Supplied records:
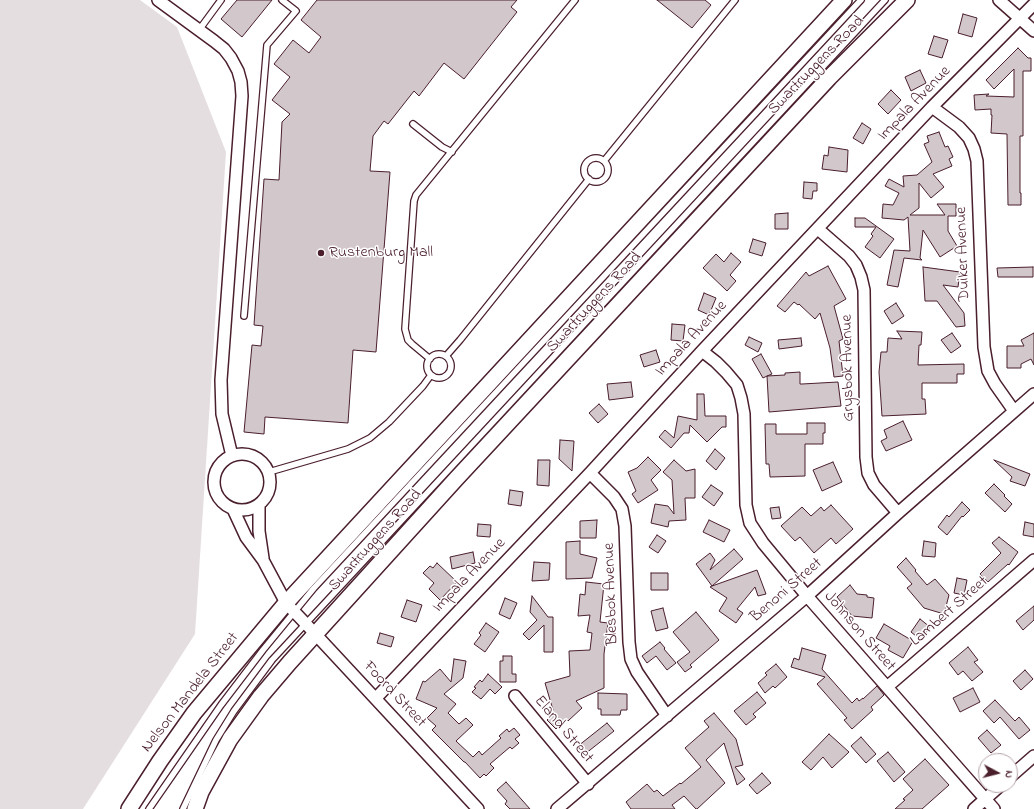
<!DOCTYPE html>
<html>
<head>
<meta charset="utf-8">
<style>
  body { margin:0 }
  #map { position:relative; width:1034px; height:809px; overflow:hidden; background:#fff; font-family:"Indie Flower",sans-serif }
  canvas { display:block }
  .north { position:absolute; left:978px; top:753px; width:40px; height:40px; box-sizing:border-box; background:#fff; border:1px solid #b7a5aa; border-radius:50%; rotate:97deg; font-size:11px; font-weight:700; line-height:16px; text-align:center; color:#4a1f2b }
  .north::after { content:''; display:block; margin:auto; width:14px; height:18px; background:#4a1f2b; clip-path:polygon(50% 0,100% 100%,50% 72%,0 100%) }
</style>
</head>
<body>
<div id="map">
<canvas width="1034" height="809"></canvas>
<div class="north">N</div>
</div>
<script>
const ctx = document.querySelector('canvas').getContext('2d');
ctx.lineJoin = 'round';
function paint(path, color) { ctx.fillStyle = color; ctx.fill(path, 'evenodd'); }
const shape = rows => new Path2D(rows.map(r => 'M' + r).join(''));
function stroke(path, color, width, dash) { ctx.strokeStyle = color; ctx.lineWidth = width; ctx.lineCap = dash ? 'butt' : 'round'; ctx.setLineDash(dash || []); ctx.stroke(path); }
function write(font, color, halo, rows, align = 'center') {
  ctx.font = font + ' "Indie Flower",sans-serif'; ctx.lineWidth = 3; ctx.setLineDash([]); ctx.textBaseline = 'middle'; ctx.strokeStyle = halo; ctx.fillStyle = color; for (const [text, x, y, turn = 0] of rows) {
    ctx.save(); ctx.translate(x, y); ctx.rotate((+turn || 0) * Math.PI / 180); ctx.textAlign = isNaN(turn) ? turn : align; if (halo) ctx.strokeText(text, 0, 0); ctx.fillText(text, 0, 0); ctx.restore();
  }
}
paint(shape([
  [0,0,140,0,177,27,226,152,195,634,83,809,0,809]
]), '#e5dee0');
const building = shape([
  [237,0,272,0,242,37,221,19,237,0],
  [317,0,517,0,511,7,517,12,464,79,444,63,419,96,414,91,388,124,384,121,373,136,370,171,390,172,376,352,353,350,348,423,265,417,264,434,244,432,252,345,261,346,263,326,254,325,264,179,279,180,282,122,290,114,272,100,290,77,274,64,293,40,309,53,321,37,301,20,317,0],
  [657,0,705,0,711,5,692,28,657,0],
  [963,14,977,18,972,37,958,33,963,14],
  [934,36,948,40,942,58,928,54,934,36],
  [1018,48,1028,58,1031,58,1031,71,1023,71,1023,136,1020,136,1020,193,1021,193,1021,205,1008,205,1007,134,991,133,992,115,991,115,991,109,975,110,974,95,989,94,986,96,1014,97,1014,69,994,89,986,80,1018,48],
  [920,70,926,83,911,91,905,77,920,70],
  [891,90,901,100,888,114,878,104,891,90],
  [862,123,871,129,863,144,853,138,862,123],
  [939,132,945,147,948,146,953,157,949,159,952,166,933,174,944,187,931,198,919,183,919,208,910,215,945,215,937,204,956,204,956,216,948,216,948,231,957,246,940,257,923,230,920,258,922,260,904,258,898,287,887,285,894,250,910,251,908,217,904,220,882,218,883,204,893,205,899,193,885,186,889,179,904,187,903,176,917,175,932,162,924,144,929,142,927,136,939,132],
  [829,147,848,150,847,172,822,169,824,155,828,156,829,147],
  [804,182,817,183,817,191,813,191,812,199,803,198,804,182],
  [788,213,788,229,775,229,775,214,788,213],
  [855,218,865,218,894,239,880,258,865,247,873,236,871,234,876,227,855,227,855,218],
  [753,239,766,243,762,256,749,252,753,239],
  [731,253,741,262,730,275,736,281,727,291,703,268,716,254,724,262,731,253],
  [828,266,846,299,834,306,843,339,839,341,843,376,834,377,830,348,820,313,815,319,799,304,798,305,794,302,785,312,777,306,806,272,809,276,828,266],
  [923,267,960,272,958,287,943,285,964,313,965,326,956,327,937,301,925,301,923,267],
  [1033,267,1033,277,998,277,997,268,1033,267],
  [704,293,716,298,709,315,698,310,704,293],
  [896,303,904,316,892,324,884,311,896,303],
  [672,324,685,325,683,341,671,340,672,324],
  [897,331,922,332,921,345,919,345,918,365,964,364,964,374,957,374,957,383,922,383,922,399,925,399,926,414,882,416,879,372,881,352,887,352,888,338,902,339,897,331],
  [952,333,961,346,951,353,941,340,952,333],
  [1034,333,1034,365,1031,359,1021,364,1021,368,1007,368,1007,346,1024,346,1021,340,1034,333],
  [749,337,762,343,758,352,745,345,749,337],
  [801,338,802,346,779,349,778,340,801,338],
  [656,350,660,362,644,367,640,355,656,350],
  [761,354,772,374,767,376,785,375,785,373,800,372,800,384,802,384,838,382,841,406,769,412,767,376,763,378,752,359,761,354],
  [631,382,633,397,609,400,607,384,631,382],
  [697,394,704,394,705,416,726,416,726,427,722,427,707,442,690,425,689,433,684,433,671,448,659,437,665,430,674,438,678,416,697,420,697,394],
  [599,404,608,414,598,423,589,413,599,404],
  [903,421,912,440,886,451,881,441,887,438,884,430,903,421],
  [807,423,825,423,825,433,823,433,823,444,805,444,805,476,770,477,769,464,766,464,765,424,776,424,776,434,807,434,807,423],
  [560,440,574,441,572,471,559,459,560,440],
  [715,449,725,458,716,470,706,461,715,449],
  [648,457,661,470,651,480,658,490,638,503,632,494,636,491,628,472,637,468,648,457],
  [538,460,550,460,549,486,537,485,538,460],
  [674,460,686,471,695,469,695,498,685,498,686,520,669,521,668,527,651,523,655,504,668,506,674,514,672,480,663,472,674,460],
  [994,460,1030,474,1025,486,1010,481,1012,477,994,460],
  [833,462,842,482,822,491,813,470,833,462],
  [994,484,1005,495,1004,496,1012,504,1005,512,985,493,994,484],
  [711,485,723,493,714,506,702,497,711,485],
  [510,490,523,492,521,506,508,504,510,490],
  [962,502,970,510,963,517,962,516,947,535,938,527,947,515,949,517,962,502],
  [831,505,853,529,836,544,831,538,814,553,800,537,795,541,781,526,802,507,811,516,821,507,824,511,831,505],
  [779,507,781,518,772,519,770,508,779,507],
  [597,520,596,538,580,538,580,521,597,520],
  [709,520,730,530,724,542,703,532,709,520],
  [1025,522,1034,524,1034,537,1023,535,1025,522],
  [478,524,491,525,490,537,477,536,478,524],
  [657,535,666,541,658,553,649,547,657,535],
  [999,537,1018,552,1009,565,1008,564,988,582,980,574,1001,553,992,543,999,537],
  [580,541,580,554,597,558,592,578,566,579,566,542,580,541],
  [924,541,936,543,935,557,922,556,924,541],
  [734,549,743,559,712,586,757,570,766,594,758,596,755,587,737,609,743,613,736,623,719,611,727,598,710,587,712,586,696,564,710,553,715,560,710,570,734,549],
  [473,552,475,563,452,569,450,557,473,552],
  [906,558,916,570,915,571,927,585,935,579,949,595,944,614,924,608,907,588,912,584,897,567,906,558],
  [534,562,550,563,549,580,532,581,534,562],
  [437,563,457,582,440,600,429,589,434,583,423,573,430,566,433,568,437,563],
  [651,573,668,573,668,590,651,590,651,573],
  [957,578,967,580,964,595,954,593,957,578],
  [586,582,604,584,600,622,608,623,604,654,604,688,576,701,582,708,568,721,566,719,556,729,547,720,551,716,549,714,553,710,545,683,570,676,569,651,590,650,592,633,587,632,590,615,578,616,580,594,585,595,586,582],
  [850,585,857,594,867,595,867,597,874,598,872,618,852,616,837,597,850,585],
  [532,596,548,617,553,617,553,652,544,652,544,625,529,640,523,634,537,620,530,612,532,596],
  [505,598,517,603,510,619,499,614,505,598],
  [407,600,422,605,416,622,401,617,407,600],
  [1034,606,1034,620,1023,630,1016,621,1034,606],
  [663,608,668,628,656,631,651,611,663,608],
  [696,612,719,640,690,665,692,667,685,672,677,662,690,652,673,632,696,612],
  [920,619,930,627,921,640,911,632,920,619],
  [486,623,499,632,485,652,474,644,481,635,479,633,486,623],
  [884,624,913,641,903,658,888,650,890,646,876,638,884,624],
  [380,633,394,637,391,647,377,643,380,633],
  [660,642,665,648,664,649,676,663,667,670,656,656,647,663,642,656,660,642],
  [968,647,978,660,974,662,983,672,972,681,963,671,958,675,949,663,968,647],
  [802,648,826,655,822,669,852,703,857,698,859,701,863,698,863,699,877,686,884,695,871,707,873,710,852,729,844,720,847,718,817,684,825,677,791,667,794,658,799,660,802,648],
  [503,656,512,656,512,674,516,674,516,682,500,682,500,661,503,661,503,656],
  [454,659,466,661,463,678,444,694,456,704,448,713,459,724,466,718,473,725,456,741,473,757,479,751,482,755,501,738,499,736,507,729,509,732,514,728,520,735,515,739,519,743,512,749,510,747,490,764,494,768,486,776,484,774,480,778,465,762,464,762,432,730,436,726,427,718,437,708,416,699,423,681,425,682,440,669,451,682,454,659],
  [776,664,787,677,775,688,773,686,765,693,758,683,767,675,765,673,776,664],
  [1025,670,1033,679,1021,690,1013,681,1025,670],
  [488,674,502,687,495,694,490,689,481,699,472,692,476,688,474,687,480,680,482,682,488,674],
  [973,688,980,702,960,712,953,698,973,688],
  [757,692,766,703,753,714,756,717,746,725,734,711,757,692],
  [598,693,627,694,627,710,621,710,620,715,601,715,601,709,598,709,598,693],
  [995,700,1015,721,1019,717,1030,730,1019,739,1000,717,994,723,983,711,995,700],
  [714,713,736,739,743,765,735,767,745,779,737,785,724,743,706,760,725,783,697,809,696,809,684,796,672,805,675,809,631,809,626,802,647,784,654,792,657,790,663,796,680,783,681,784,701,767,685,748,709,727,704,721,714,713],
  [607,723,614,731,585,754,578,746,607,723],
  [987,730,1001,745,991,753,978,738,987,730],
  [829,734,849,752,832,768,823,757,811,770,802,762,829,734],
  [861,737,876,754,866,763,851,746,861,737],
  [888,752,905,772,894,782,877,761,888,752],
  [925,759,949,785,922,809,895,809,905,800,903,799,913,790,903,779,925,759],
  [762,773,771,783,757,794,749,785,762,773],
  [506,782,530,809,510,809,505,804,507,801,497,790,506,782]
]);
paint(building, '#d2c7cb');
stroke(building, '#4a1f2b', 1);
const service = shape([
  [199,30,221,0],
  [413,124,442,147,452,152],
  '584 170a12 12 0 1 1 24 0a12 12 0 1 1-24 0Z',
  [604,161,735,0],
  [244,316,267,45,296,11,282,0],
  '427 366a12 12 0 1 1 24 0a12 12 0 1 1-24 0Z',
  [446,356,460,340,589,179],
  [430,359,412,344,408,340,405,329,414,201,416,195,575,0],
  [269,472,348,449,370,438,389,422,423,386,431,375],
  [149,809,221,705,263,650,314,588,861,0],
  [183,809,216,740,234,711,272,660,885,0]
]);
const minor = shape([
  [158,0,214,41,224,49,231,58,238,71,241,82,242,96,221,380,222,414,232,456],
  [999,0,1034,31],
  [932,107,959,127,969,138,974,149,977,161,984,347,988,371,995,384,1014,411],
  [818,229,849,256,856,265,861,277,864,290,866,457,868,473,874,485,898,513],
  [702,351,716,362,726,372,737,385,741,398,744,414,746,505,750,523,763,543,807,596,994,809],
  '214 482a28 28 0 1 1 56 0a28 28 0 1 1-56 0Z',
  [590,473,614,497,622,509,625,526,629,642,631,659,637,672,667,716],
  [259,505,259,531,263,558],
  [233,509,246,537,263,560,286,603,306,624,478,809],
  [887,687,1034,560],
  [515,696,588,784],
  [376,698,590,473,702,351,932,107,1034,4],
  [1010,777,1034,756],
  [557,809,807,596,898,513,1034,394],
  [974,809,1001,785]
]);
const secondary = shape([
  [129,809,160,761,194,713,286,603,844,0],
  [195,809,201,792,230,739,261,696,290,662,456,479,829,78,907,0]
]);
stroke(service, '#4a1f2b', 8);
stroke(minor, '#4a1f2b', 14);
stroke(secondary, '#4a1f2b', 18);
stroke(service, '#fff', 5.5);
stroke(minor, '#fff', 11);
stroke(secondary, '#fff', 15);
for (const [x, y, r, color] of [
  [321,253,4,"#4a1f2b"]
]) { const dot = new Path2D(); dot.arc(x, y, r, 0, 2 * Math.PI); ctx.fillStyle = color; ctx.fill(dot); stroke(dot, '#fff', 1.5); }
write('16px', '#4a1f2b', '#fff', [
  ["Swartruggens Road",817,66,-46],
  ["Impala Avenue",915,104,-46],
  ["Duiker Avenue",964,254,-92],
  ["Swartruggens Road",595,303,-47],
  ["Impala Avenue",692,339,-47],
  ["Grysbok Avenue",849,368,-91],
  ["Swartruggens Road",376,541,-48],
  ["Impala Avenue",470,576,-46],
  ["Benoni Street",787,591,-41],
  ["Blesbok Avenue",612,594,-92],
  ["Lambert Street",950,612,-41],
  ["Johnson Street",859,632,49],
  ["Nelson Mandela Street",191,693,-52],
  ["Foord Street",394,695,47],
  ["Eland Street",563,730,50]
]);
write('16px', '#4a1f2b', '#fff', [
  ["Rustenburg Mall",329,253]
], 'left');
</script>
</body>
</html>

What you have to do:
Return every line of the preceding records in which the word "center" appears.

Written answer:
  .north { position:absolute; left:978px; top:753px; width:40px; height:40px; box-sizing:border-box; background:#fff; border:1px solid #b7a5aa; border-radius:50%; rotate:97deg; font-size:11px; font-weight:700; line-height:16px; text-align:center; color:#4a1f2b }
function write(font, color, halo, rows, align = 'center') {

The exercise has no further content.